If elected, Carrington said he would focus on unifying the state, upgrading Alabama’s education system, unlocking jobs through economic development initiatives, and “untangling the mess in Montgomery.”

Jefferson County commissioners “know a thing or two about clearing up messes left by others,” he said, in an apparent reference to last month’s blow-up at the state capital, which led former Gov. Robert Bentley to resign.

Bentley stepped down after pleading guilty to campaign contribution violations amid impeachment proceedings prompted by an affair-related scandal.

“Alabama’s next governor needs to have the character and competence of a trustworthy leader,” Carrington said.

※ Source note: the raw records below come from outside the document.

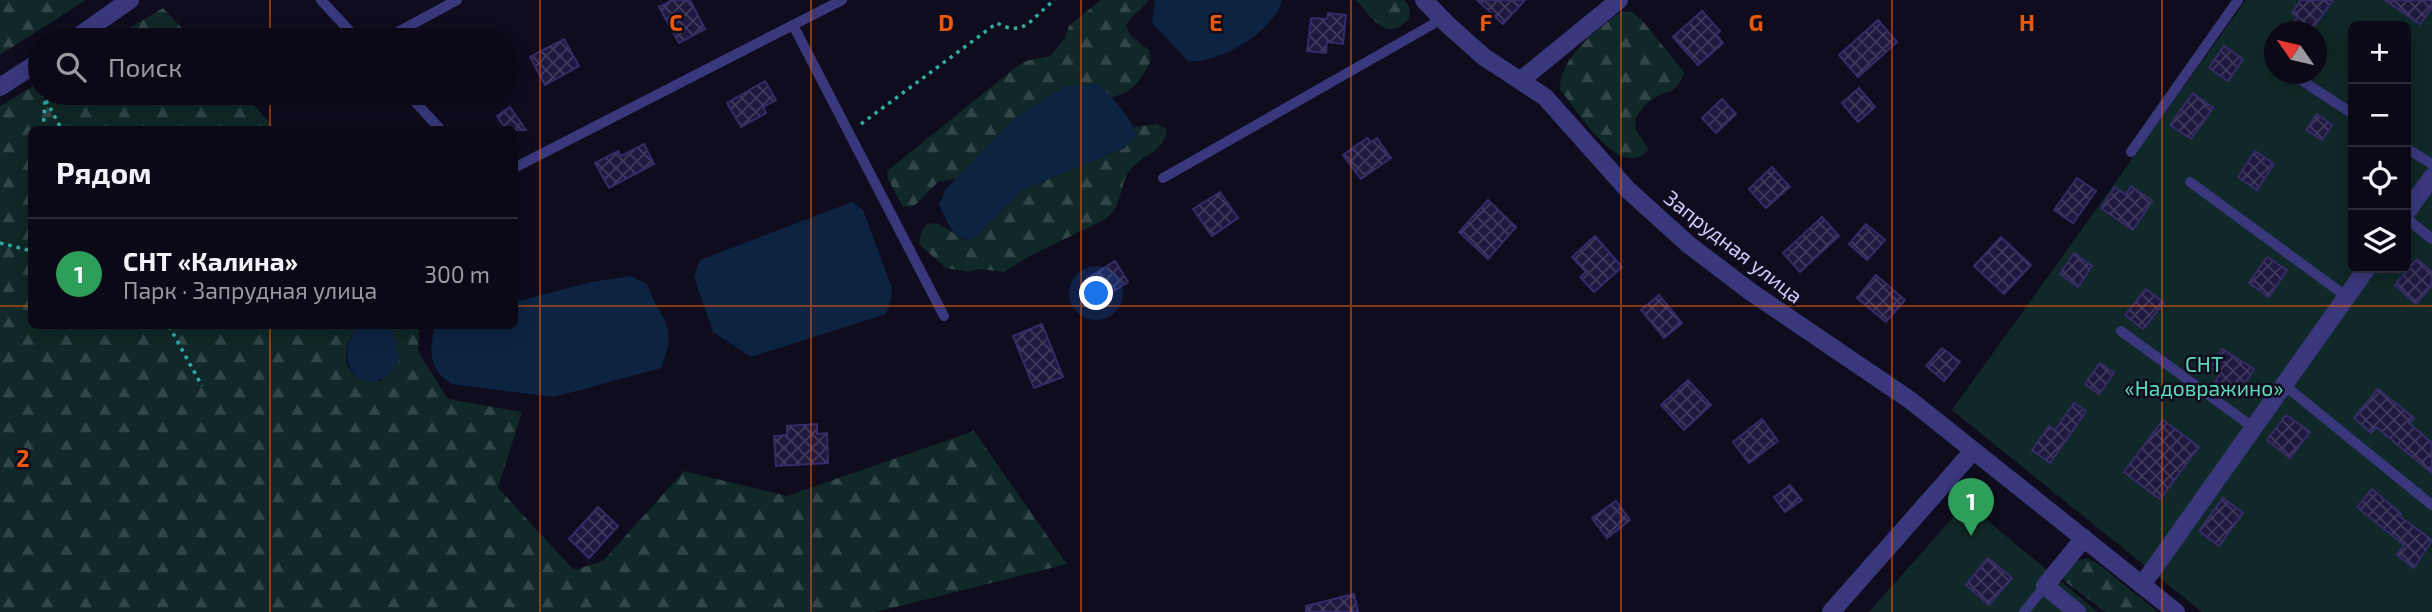 <!DOCTYPE html>
<html lang="ru">
<meta charset="utf-8">
<style>
body{margin:0;font-family:"Exo 2",sans-serif;background:#14121f;color:#f1f3f6}
.controls{position:absolute;right:21px;top:21px;display:grid;overflow:hidden;border-radius:10px;box-shadow:0 4px 18px #0003}
.controls button{width:63px;height:63px;display:grid;place-items:center;padding:0;border:0;border-bottom:2px solid #2b2a35;background:#0b0916;color:#f1f3f6;font:35px sans-serif}
.compass{position:absolute;left:2264px;top:21px;width:63px;height:63px;border-radius:50%;background:#0b0916;box-shadow:0 4px 18px #0003;rotate:304deg}
.you{position:absolute;left:1097px;top:294px;width:24px;height:24px;margin:-18px;border:5px solid #fff;border-radius:50%;background:#1a73e8;box-shadow:0 0 0 10px #1a73e833}
.badge{display:grid;place-items:center;width:46px;height:46px;border-radius:50%;background:#05e0f0;color:#fff;font-size:23px;font-weight:700}
.pin{position:absolute;translate:-50% -58px;filter:drop-shadow(0 2px 4px #0008)}
.pin::after{content:'';position:absolute;top:37px;width:24px;height:21px;background:inherit;clip-path:polygon(0 0,100% 0,50% 100%)}
.list{margin:0;padding:0;list-style:none}
h2{display:flex;justify-content:space-between;align-items:center;height:91px;margin:0;padding:0 28px;font-size:30px}
h2 small{font-size:23px;font-weight:400;color:#9a9aa1}
.list li{display:grid;grid-template-columns:46px 1fr auto;gap:21px;align-items:center;box-sizing:border-box;height:112px;padding:0 28px;border-top:2px solid #2b2a35}
.list b{display:block;font-size:26px;white-space:nowrap}
.list p{margin:0;font-size:23px;white-space:nowrap;color:#9a9aa1}
.list em{font-size:23px;font-style:normal;color:#9a9aa1}
.icon{flex:none;width:38px;height:38px;fill:none;stroke:currentColor;stroke-width:2;stroke-linecap:round;stroke-linejoin:round}
.map{position:relative;flex:none;width:2432px;height:612px;overflow:hidden}
.search{position:absolute;background:#0b0916;box-shadow:0 4px 18px #0003;left:28px;top:28px;width:490px;height:77px;display:flex;align-items:center;gap:18px;box-sizing:border-box;padding:0 24px;border-radius:38px;color:#9a9aa1;font-size:26px}
.panel{position:absolute;background:#0b0916;box-shadow:0 4px 18px #0003;left:28px;top:126px;width:490px;height:203px;border-radius:10px}
.map>svg:first-child{display:block}
.green{fill:#102827;fill-rule:evenodd}
.forest{fill:url(#forest-firs)}
.water{fill:#0d2342}
.building{fill:url(#building-cross-hatch);stroke:#362b6a;stroke-width:2}
.lines{fill:none;stroke-linecap:round;stroke-linejoin:round}
.path{stroke:#2fada2;stroke-width:3.5;stroke-dasharray:3.5 5;stroke-linecap:butt}
.service{stroke:#39387d;stroke-width:10}
.minor{stroke:#39387d;stroke-width:18}
.grid{fill:none;stroke:#e8590c;stroke-width:2;stroke-opacity:0.55}
.labels{text-anchor:middle;dominant-baseline:central;stroke-width:5;stroke-linejoin:round;paint-order:stroke}
.street-label{font-size:21px;fill:#cfcbfe;stroke:#0f0c1e}
.park-label{font-size:21px;fill:#59dcb7;stroke:#0f0c1e}
.grid-label{font-size:23px;text-anchor:middle;font-weight:bold;fill:#e8590c;stroke:#0f0c1e;stroke-width:5;stroke-linejoin:round;paint-order:stroke}
</style>
<div class="map">
<svg width="2432" height="612" viewBox="0 0 2432 612">
<defs>
<pattern id="forest-firs" width="22" height="20" patternUnits="userSpaceOnUse" patternTransform="scale(1.75)"><rect width="22" height="20" fill="#102827"/><path d="M5 1l3.5 6h-7zM16 11l3.5 6h-7z" fill="#324647"/></pattern>
<pattern id="building-cross-hatch" width="8" height="8" patternUnits="userSpaceOnUse" patternTransform="scale(1.75)"><rect width="8" height="8" fill="#20193f"/><path d="M0 0l8 8M0 8l8-8" fill="none" stroke="#3f395c"/></pattern>
</defs>
<rect width="100%" height="100%" fill="#0f0c1e"/>
<g class="green">
<path d="M2246 0H2432V612H2202L1952 410ZM2353 26H2406V268H2353ZM2274 32H2316V74H2274Z"/>
<polygon points="1966,503 2098,612 1869,612"/>
</g>
<g class="forest">
<polygon points="0,0 86,0 0,55"/>
<path d="M1101 0H1149C1142 10 1132 14 1126 25L1130 35 1149 50 1151 61C1141 79 1133 94 1111 97L1099 84 1016 117 956 179 938 182 914 206 903 207 888 179 887 171 1016 67 1026 61 1050 56 1065 38 1069 26Z"/>
<path d="M1356 0H1404L1409 6 1410 18C1386 44 1373 18 1356 0Z"/>
<polygon points="163,8 193,40 109,40"/>
<path d="M1621 12H1632L1641 19 1684 72C1677 97 1666 88 1650 101 1644 105 1639 113 1635 119L1636 130 1649 150C1643 155 1638 159 1629 158 1604 155 1575 108 1560 89 1559 58 1598 28 1621 12Z"/>
<path d="M40 82V93H242L276 129 32 130V326H357C338 353 342 383 381 381L394 341 389 326H419L418 352 448 399 522 412 498 488 574 570 603 561 684 471 787 496 974 431 1067 564 876 612H0V106Z"/>
<path d="M1157 124 1167 129C1163 153 1147 152 1132 168 1119 181 1124 202 1109 216 1102 222 1090 226 1081 231 1055 244 1027 255 1004 272L980 269 969 272 946 268 919 244 921 233 927 224 937 223 965 240 973 239 1024 189 1125 148 1136 135 1134 127Z"/>
<path d="M2087 558 2097 563 2158 612H2105L2062 579C2068 566 2073 561 2087 558Z"/>
</g>
<g class="water">
<path d="M1155 0H1282C1274 32 1219 64 1188 61L1152 23Z"/>
<path d="M1099 84C1114 101 1129 114 1137 135L1125 148 1024 189 973 239C953 243 947 220 939 205L945 190 1016 117 1067 86Z"/>
<polygon points="852,202 863,210 892,288 891,300 886,314 751,357 713,332 694,277 700,260"/>
<path d="M631 276 647 284C661 323 679 323 661 368L554 397 452 384C428 370 429 350 435 326H514L515 302 591 282Z"/>
<path d="M357 326H389L393 333 399 359C379 405 325 374 357 326Z"/>
</g>
<g class="building">
<polygon points="672,0 690,0 705,29 679,43 659,7"/>
<polygon points="1477,0 1525,0 1503,24"/>
<polygon points="2301,0 2333,0 2310,32 2301,32 2292,25 2298,17 2292,13"/>
<polygon points="2385,0 2432,0 2432,7 2420,24"/>
<polygon points="1702,11 1720,31 1716,34 1723,43 1698,65 1673,37"/>
<polygon points="1328,13 1346,15 1343,44 1327,42 1326,53 1307,51 1311,18 1327,19"/>
<polygon points="1878,20 1897,42 1858,77 1839,55"/>
<polygon points="564,39 579,66 545,85 530,57"/>
<polygon points="2224,46 2243,59 2228,81 2209,68"/>
<polygon points="765,81 776,100 763,107 766,113 741,127 727,103"/>
<polygon points="1859,88 1875,107 1858,122 1842,103"/>
<polygon points="2193,93 2213,108 2191,139 2170,125"/>
<polygon points="1722,99 1736,114 1716,133 1702,118"/>
<polygon points="510,107 526,130 506,130 497,116"/>
<polygon points="2317,114 2332,125 2322,140 2306,130"/>
<polygon points="1367,138 1371,142 1377,138 1391,158 1361,179 1343,155"/>
<polygon points="644,144 654,164 609,188 595,163 618,151 621,156"/>
<polygon points="2255,151 2274,164 2257,190 2238,177"/>
<polygon points="1772,167 1790,187 1766,208 1749,189"/>
<polygon points="2077,178 2096,191 2073,223 2054,210"/>
<polygon points="2131,186 2152,201 2133,230 2101,208 2115,187 2126,195"/>
<polygon points="1220,192 1238,218 1212,236 1193,209"/>
<polygon points="1488,200 1516,227 1488,259 1459,232"/>
<polygon points="1822,217 1839,236 1800,272 1783,253"/>
<polygon points="1866,224 1885,240 1867,260 1849,244"/>
<polygon points="1595,236 1622,267 1594,292 1580,277 1586,272 1572,257"/>
<polygon points="2001,237 2031,265 2004,294 1974,266"/>
<polygon points="2074,253 2092,266 2078,287 2060,274"/>
<polygon points="2267,257 2287,270 2269,297 2249,283"/>
<polygon points="2417,259 2432,272 2432,285 2416,304 2395,285"/>
<polygon points="1115,261 1128,282 1101,299 1088,278"/>
<polygon points="1876,275 1905,300 1886,322 1857,298"/>
<polygon points="2146,289 2164,303 2143,329 2125,315"/>
<polygon points="1659,295 1682,323 1664,338 1641,310"/>
<polygon points="1042,324 1063,377 1034,388 1013,336"/>
<polygon points="1942,348 1960,362 1944,381 1926,366"/>
<polygon points="2222,349 2254,369 2237,396 2215,382 2220,374 2210,368"/>
<polygon points="2100,363 2114,373 2099,394 2085,384"/>
<polygon points="1688,380 1711,405 1684,430 1661,405"/>
<polygon points="2378,389 2414,418 2409,423 2432,443 2432,473 2376,427 2371,433 2354,418"/>
<polygon points="2074,403 2086,411 2050,463 2032,450 2049,426 2055,430"/>
<polygon points="2286,415 2310,432 2290,458 2267,440"/>
<polygon points="1762,419 1778,441 1749,463 1733,442"/>
<polygon points="2163,420 2199,447 2160,499 2124,472"/>
<polygon points="817,424 817,434 827,433 828,463 776,466 774,436 787,435 787,426"/>
<polygon points="1790,485 1802,500 1785,512 1774,497"/>
<polygon points="2372,489 2401,514 2399,516 2432,540 2414,568 2397,555 2404,545 2357,507"/>
<polygon points="2223,498 2243,513 2219,546 2199,531"/>
<polygon points="1616,501 1630,520 1607,538 1592,518"/>
<polygon points="598,507 618,526 589,558 569,539"/>
<polygon points="1988,558 2012,578 1989,605 1966,585"/>
<polygon points="1354,594 1358,612 1306,612 1306,606"/>
</g>
<g class="lines">
<g class="path">
<polyline points="36,83 40,90"/>
<polyline points="42,93 62,130"/>
<path d="M861 124 997 23C1026 39 1033 15 1055 0"/>
<polyline points="43,130 45,101"/>
<polyline points="0,243 32,251"/>
<polyline points="169,326 202,386"/>
</g>
<g class="service">
<polyline points="321,0 358,40"/>
<polyline points="793,25 944,316"/>
<polyline points="383,40 457,0"/>
<polyline points="2292,74 2353,114"/>
<polyline points="407,93 441,130"/>
<polyline points="2406,148 2432,164"/>
<polyline points="2131,152 2238,0"/>
<polyline points="514,168 842,0"/>
<polyline points="1163,178 1442,19"/>
<polyline points="2190,182 2347,297"/>
<polyline points="2406,218 2432,239"/>
<polyline points="2121,331 2254,428"/>
<polyline points="2284,385 2432,505"/>
<polyline points="2024,612 2045,586"/>
</g>
<g class="minor">
<polyline points="1424,0 1448,25 1484,57 1545,97 1627,189 1689,245 1751,292 1910,400 2176,612"/>
<polyline points="73,40 130,0"/>
<polyline points="1521,80 1619,0"/>
<polyline points="0,87 40,61"/>
<polyline points="2406,213 2432,177"/>
<polyline points="2142,585 2367,268"/>
<polyline points="1831,612 1973,451"/>
<polyline points="2077,612 2045,586 2084,538"/>
</g>
</g>
<path class="grid" d="M270 0V40M540 0V612M811 0V612M1081 0V612M1351 0V612M1621 0V612M1892 0V612M2162 0V612M270 93V130M0 306H32M514 306H2432M270 326V612"/>
<g class="labels">
<g class="street-label">
<text transform="translate(1734 246) rotate(38)">Запрудная улица</text>
</g>
<g class="park-label">
<text x="2204" y="363">СНТ<tspan x="2204" dy="24">«Надовражино»</tspan></text>
</g>
</g>
<g class="grid-label">
<text x="676" y="31">C</text>
<text x="946" y="31">D</text>
<text x="1216" y="31">E</text>
<text x="1486" y="31">F</text>
<text x="1756" y="31">G</text>
<text x="2027" y="31">H</text>
<text x="23" y="467">2</text>
</g>
</svg>
<div class="controls">
<button>+</button>
<button>−</button>
<button><svg class="icon" aria-label="locate" viewBox="0 0 24 24"><circle cx="12" cy="12" r="6"/><path d="M12 2v4M12 18v4M2 12h4M18 12h4"/></svg></button>
<button><svg class="icon" aria-label="layers" viewBox="0 0 24 24"><path d="M12 4l9 5-9 5-9-5zM3 14l9 5 9-5"/></svg></button>
</div>
<svg class="compass" viewBox="-18 -18 36 36"><path d="M0-13l5 13h-10z" fill="#e53935"/><path d="M0 13l5-13h-10z" fill="#9a9aa1"/></svg>
<div class="you"></div>
<div class="pin badge" style="left:1971px;top:536px;background:#2e9e5b">1</div>
<div class="search"><svg class="icon" aria-label="search" viewBox="0 0 24 24"><circle cx="10" cy="10" r="6"/><path d="M15 15l6 6"/></svg>Поиск</div>
<section class="panel">
<h2>Рядом<small></small></h2>
<ul class="list">
<li><span class="badge" style="background:#2e9e5b">1</span><div><b>СНТ «Калина»</b><p>Парк · Запрудная улица</p></div><em>300 m</em></li>
</ul>
</section>
</div>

Other candidates who have filed campaign papers or said they are considering bids to run for governor include former Auburn football coast Tommy Tuberville, Birmingham businessman Joshua C. Jones, Alabama Public Service Commission Chairwoman Twinkle Cavanaugh, Huntsville Mayor Tommy Battle, State Auditor Jim Zeigler, and Tuscaloosa Mayor Walt Maddox.

Gov. Kay Ivey, who took office April 10 in the wake of Bentley’s resignation, has not announced if she will run for election in 2018. Ivey was the state’s lieutenant governor.

Candidates intending to participate in next year’s primary election can begin soliciting contributions on June 5.

The 11th Circuit Court of Appeals heard oral arguments in Jefferson County’s bankruptcy appeal on Dec. 16.

A decision by the appellate court is pending on whether a lower court judge erred in September 2015 when she rejected a motion by the county to dismiss an appeal of the 2013 bankruptcy plan brought by a group of ratepayers on the county’s sewer system.